Dataset items
┏━━

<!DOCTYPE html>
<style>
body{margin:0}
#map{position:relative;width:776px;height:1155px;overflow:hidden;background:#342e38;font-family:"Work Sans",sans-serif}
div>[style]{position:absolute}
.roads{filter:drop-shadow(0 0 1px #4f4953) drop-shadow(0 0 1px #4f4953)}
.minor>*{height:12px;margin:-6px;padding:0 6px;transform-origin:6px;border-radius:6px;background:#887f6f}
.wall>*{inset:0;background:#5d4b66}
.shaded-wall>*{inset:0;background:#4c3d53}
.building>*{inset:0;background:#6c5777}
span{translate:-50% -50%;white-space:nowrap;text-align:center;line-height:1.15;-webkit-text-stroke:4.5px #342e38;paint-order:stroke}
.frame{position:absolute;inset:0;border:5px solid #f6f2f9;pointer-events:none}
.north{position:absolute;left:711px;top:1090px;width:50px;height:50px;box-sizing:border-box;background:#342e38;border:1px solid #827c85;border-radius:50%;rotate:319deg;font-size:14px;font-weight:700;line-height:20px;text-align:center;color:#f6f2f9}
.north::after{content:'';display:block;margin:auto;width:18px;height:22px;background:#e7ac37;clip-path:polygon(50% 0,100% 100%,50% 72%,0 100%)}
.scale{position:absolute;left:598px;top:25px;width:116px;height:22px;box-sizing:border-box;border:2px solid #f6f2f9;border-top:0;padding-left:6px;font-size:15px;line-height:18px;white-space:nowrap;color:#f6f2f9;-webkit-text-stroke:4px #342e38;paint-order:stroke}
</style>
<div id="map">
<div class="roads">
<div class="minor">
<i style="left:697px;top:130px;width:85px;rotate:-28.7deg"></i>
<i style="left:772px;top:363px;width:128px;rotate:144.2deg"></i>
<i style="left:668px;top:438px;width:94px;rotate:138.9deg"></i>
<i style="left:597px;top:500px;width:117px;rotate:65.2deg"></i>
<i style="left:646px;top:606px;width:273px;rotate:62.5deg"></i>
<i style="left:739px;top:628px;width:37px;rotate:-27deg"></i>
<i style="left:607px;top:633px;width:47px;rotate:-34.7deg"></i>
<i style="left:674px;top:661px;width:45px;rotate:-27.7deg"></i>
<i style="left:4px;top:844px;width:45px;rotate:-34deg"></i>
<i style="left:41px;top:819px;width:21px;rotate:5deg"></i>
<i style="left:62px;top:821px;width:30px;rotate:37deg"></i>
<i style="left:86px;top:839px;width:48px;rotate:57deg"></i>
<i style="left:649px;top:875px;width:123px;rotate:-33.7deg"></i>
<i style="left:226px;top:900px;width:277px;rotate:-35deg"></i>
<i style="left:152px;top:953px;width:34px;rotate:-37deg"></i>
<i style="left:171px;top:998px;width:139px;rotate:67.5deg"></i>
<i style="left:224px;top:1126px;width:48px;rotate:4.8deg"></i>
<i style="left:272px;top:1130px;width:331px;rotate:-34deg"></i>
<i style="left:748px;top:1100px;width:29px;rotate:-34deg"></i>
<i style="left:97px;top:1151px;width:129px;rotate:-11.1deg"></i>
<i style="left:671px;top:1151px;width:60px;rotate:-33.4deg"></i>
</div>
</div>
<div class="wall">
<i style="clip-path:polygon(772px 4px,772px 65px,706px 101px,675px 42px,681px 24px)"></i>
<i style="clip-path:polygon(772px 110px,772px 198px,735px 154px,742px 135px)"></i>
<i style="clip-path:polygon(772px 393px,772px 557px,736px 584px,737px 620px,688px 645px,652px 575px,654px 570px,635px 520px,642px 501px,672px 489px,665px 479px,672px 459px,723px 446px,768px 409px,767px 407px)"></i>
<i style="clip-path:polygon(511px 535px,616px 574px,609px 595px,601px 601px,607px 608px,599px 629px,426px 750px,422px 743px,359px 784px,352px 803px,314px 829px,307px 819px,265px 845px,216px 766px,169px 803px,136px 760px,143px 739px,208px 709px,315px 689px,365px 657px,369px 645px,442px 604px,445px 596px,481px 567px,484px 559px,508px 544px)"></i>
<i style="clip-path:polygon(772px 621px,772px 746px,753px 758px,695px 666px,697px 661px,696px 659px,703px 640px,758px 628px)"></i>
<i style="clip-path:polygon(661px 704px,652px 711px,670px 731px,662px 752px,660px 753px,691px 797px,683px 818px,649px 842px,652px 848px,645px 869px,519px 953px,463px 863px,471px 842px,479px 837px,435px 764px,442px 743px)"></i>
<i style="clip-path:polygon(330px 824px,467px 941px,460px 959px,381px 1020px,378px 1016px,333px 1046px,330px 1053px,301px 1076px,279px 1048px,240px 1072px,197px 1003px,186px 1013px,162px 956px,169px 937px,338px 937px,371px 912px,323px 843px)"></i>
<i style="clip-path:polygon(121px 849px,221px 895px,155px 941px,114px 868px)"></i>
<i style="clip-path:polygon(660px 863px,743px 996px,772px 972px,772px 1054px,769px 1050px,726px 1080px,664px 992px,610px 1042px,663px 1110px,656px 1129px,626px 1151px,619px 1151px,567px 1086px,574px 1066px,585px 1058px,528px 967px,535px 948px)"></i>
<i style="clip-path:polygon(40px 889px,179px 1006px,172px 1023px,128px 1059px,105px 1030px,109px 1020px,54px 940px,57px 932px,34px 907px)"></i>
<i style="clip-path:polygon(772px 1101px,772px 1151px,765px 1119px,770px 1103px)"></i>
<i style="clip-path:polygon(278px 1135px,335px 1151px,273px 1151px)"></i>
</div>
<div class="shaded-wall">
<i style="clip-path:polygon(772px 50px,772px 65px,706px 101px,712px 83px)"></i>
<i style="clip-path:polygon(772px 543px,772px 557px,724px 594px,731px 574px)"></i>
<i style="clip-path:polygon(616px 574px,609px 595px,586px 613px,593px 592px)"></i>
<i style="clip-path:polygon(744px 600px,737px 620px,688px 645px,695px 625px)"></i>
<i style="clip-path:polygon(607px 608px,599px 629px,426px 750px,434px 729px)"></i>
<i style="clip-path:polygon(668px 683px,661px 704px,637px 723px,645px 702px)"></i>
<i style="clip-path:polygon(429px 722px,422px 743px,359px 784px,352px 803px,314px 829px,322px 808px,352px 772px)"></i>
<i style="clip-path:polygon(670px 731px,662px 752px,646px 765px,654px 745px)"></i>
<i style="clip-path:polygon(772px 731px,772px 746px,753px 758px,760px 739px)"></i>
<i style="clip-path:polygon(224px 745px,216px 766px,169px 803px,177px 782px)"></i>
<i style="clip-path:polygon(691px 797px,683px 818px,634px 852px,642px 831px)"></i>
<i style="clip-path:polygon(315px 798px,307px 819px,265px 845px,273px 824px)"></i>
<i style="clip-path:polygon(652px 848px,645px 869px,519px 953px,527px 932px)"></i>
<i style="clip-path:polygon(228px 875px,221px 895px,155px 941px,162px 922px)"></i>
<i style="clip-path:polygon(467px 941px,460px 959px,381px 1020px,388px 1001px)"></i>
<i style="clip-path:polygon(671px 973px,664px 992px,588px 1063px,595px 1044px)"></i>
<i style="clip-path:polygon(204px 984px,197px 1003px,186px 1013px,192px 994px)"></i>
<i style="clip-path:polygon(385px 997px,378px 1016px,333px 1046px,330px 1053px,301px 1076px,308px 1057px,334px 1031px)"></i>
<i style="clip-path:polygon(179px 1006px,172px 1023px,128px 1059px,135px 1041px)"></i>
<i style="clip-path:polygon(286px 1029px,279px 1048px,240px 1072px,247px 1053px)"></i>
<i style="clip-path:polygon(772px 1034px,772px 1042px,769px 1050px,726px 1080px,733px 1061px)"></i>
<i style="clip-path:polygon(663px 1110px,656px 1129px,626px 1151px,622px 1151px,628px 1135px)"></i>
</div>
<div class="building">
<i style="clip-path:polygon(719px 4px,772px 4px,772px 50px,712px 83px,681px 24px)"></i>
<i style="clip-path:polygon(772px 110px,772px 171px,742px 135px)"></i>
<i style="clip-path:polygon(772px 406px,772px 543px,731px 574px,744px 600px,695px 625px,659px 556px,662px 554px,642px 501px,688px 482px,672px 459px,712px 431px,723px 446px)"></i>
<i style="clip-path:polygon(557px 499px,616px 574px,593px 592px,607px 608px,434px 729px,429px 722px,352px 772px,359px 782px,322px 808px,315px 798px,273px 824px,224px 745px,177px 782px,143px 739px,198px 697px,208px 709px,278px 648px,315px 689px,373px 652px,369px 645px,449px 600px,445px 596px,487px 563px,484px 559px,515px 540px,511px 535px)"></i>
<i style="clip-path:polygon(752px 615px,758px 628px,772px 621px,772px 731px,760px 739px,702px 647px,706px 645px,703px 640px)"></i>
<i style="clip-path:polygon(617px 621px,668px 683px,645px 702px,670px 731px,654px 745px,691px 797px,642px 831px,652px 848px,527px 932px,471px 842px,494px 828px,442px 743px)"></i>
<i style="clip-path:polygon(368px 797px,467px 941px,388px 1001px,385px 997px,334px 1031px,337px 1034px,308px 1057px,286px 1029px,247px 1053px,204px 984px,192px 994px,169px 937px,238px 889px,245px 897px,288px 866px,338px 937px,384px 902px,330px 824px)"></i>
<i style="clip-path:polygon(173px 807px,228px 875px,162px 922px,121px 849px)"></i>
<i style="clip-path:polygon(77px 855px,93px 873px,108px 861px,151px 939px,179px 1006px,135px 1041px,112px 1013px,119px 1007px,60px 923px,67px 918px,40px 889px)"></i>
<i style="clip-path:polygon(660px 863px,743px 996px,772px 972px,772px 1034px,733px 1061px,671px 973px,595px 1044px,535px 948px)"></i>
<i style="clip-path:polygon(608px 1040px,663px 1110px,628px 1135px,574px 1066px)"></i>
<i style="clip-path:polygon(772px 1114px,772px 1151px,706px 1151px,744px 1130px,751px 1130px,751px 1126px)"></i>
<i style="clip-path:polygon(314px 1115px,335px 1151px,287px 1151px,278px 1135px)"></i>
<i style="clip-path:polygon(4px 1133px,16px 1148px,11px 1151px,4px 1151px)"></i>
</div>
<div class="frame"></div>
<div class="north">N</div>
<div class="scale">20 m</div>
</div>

┗━━

What to work on >> Copy all the lines above that hold the string "shaded".

Answer section >>
.shaded-wall>*{inset:0;background:#4c3d53}
<div class="shaded-wall">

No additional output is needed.